Your job is to return the whole listing unchanged while skipping its images.

:: STORED DATA ::
BEGIN
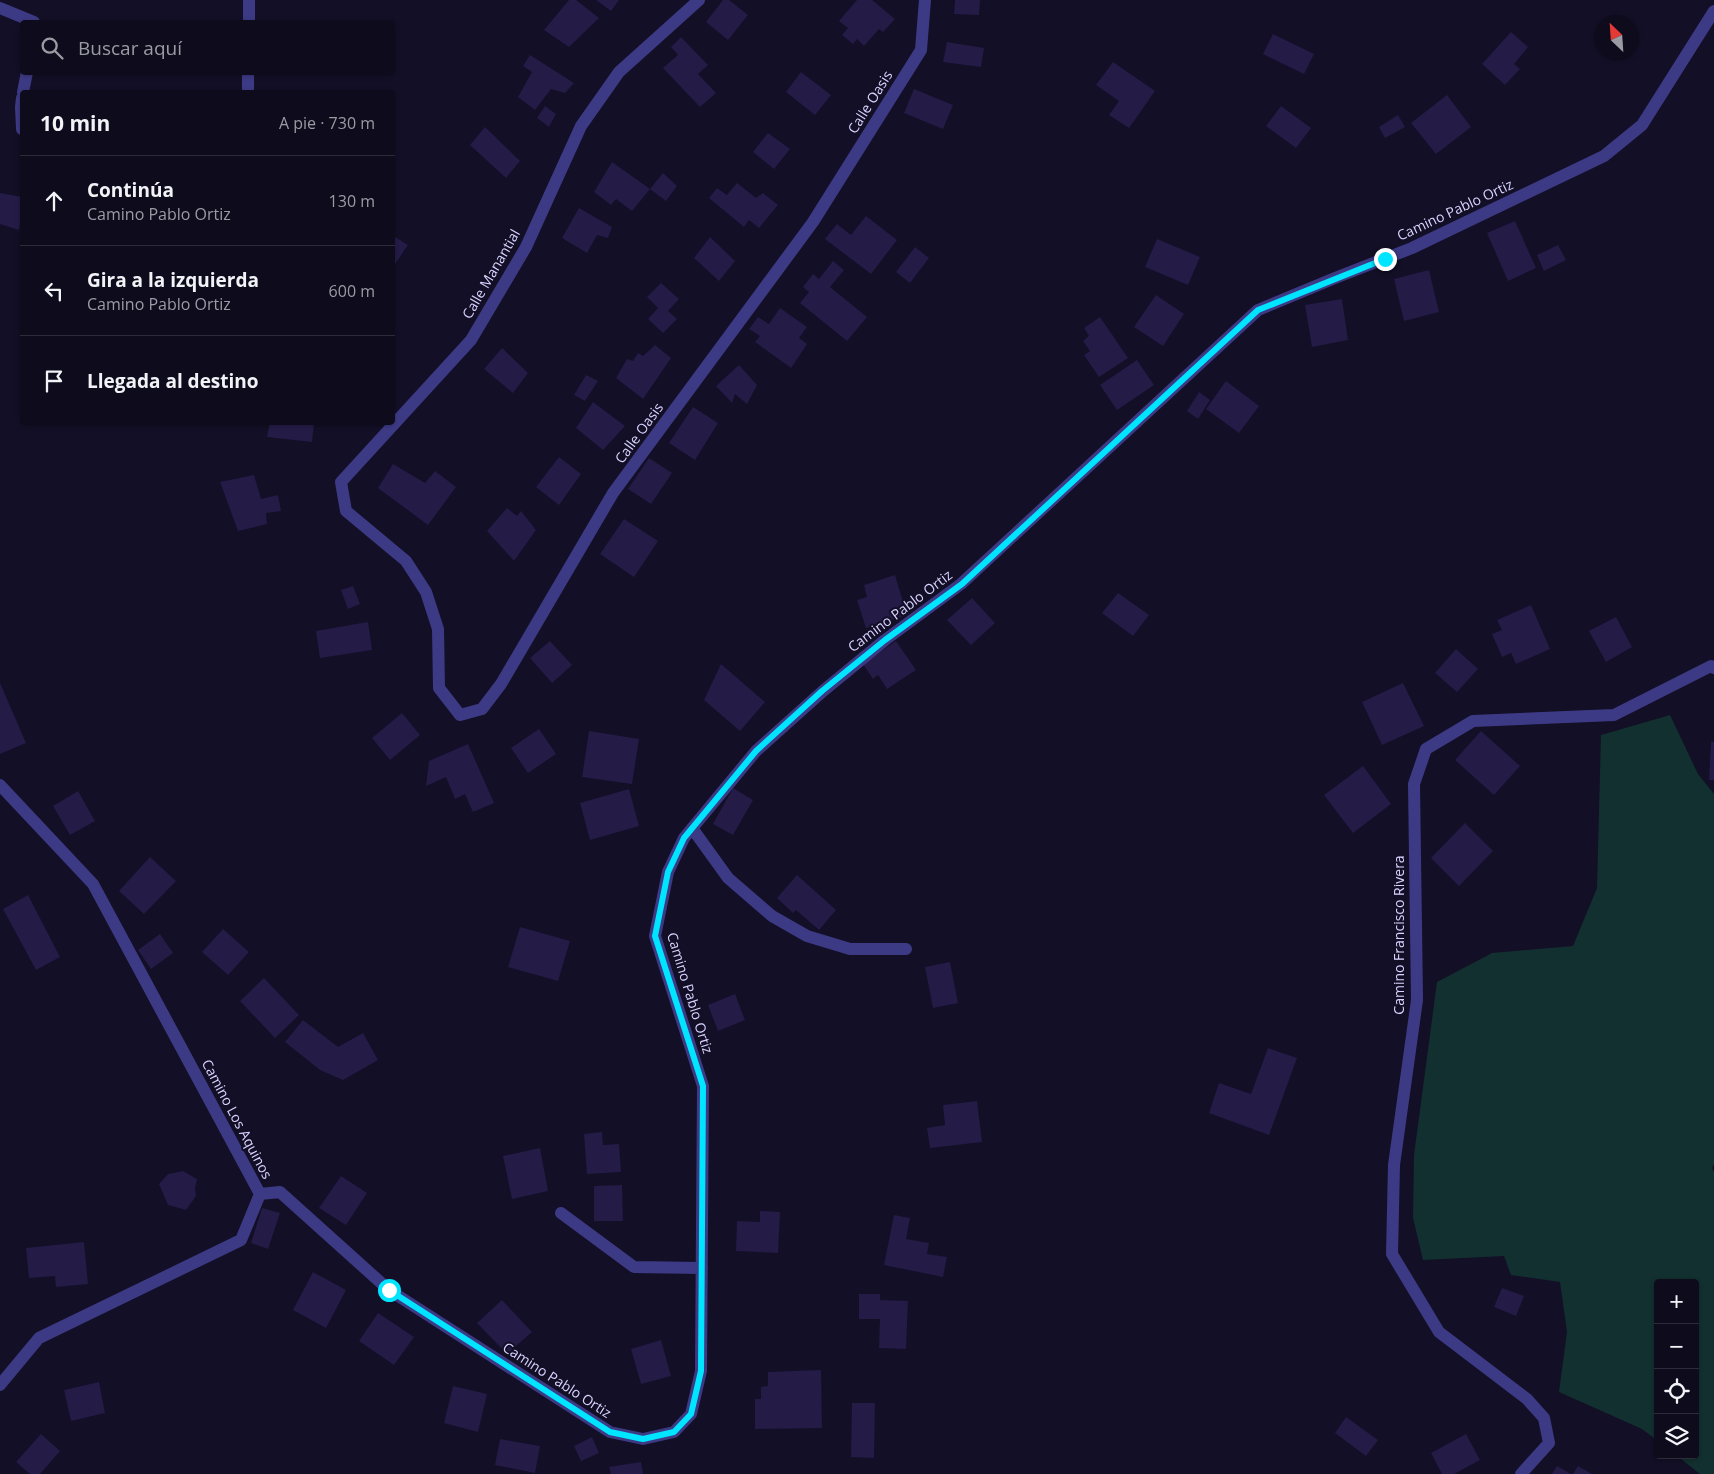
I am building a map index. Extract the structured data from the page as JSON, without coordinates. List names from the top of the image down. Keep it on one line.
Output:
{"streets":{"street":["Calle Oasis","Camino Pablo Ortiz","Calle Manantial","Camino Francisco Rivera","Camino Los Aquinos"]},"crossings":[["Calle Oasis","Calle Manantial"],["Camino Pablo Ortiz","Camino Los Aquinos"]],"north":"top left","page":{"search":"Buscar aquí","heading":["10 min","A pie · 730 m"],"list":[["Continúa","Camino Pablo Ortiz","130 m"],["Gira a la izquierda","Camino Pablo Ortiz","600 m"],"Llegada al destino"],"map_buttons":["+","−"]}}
END
:: RESPONSE TO THE TASK ::
I am building a map index. Extract the structured data from the page as JSON, without coordinates. List names from the top of the image down. Keep it on one line.
Output:
{"streets":{"street":["Calle Oasis","Camino Pablo Ortiz","Calle Manantial","Camino Francisco Rivera","Camino Los Aquinos"]},"crossings":[["Calle Oasis","Calle Manantial"],["Camino Pablo Ortiz","Camino Los Aquinos"]],"north":"top left","page":{"search":"Buscar aquí","heading":["10 min","A pie · 730 m"],"list":[["Continúa","Camino Pablo Ortiz","130 m"],["Gira a la izquierda","Camino Pablo Ortiz","600 m"],"Llegada al destino"],"map_buttons":["+","−"]}}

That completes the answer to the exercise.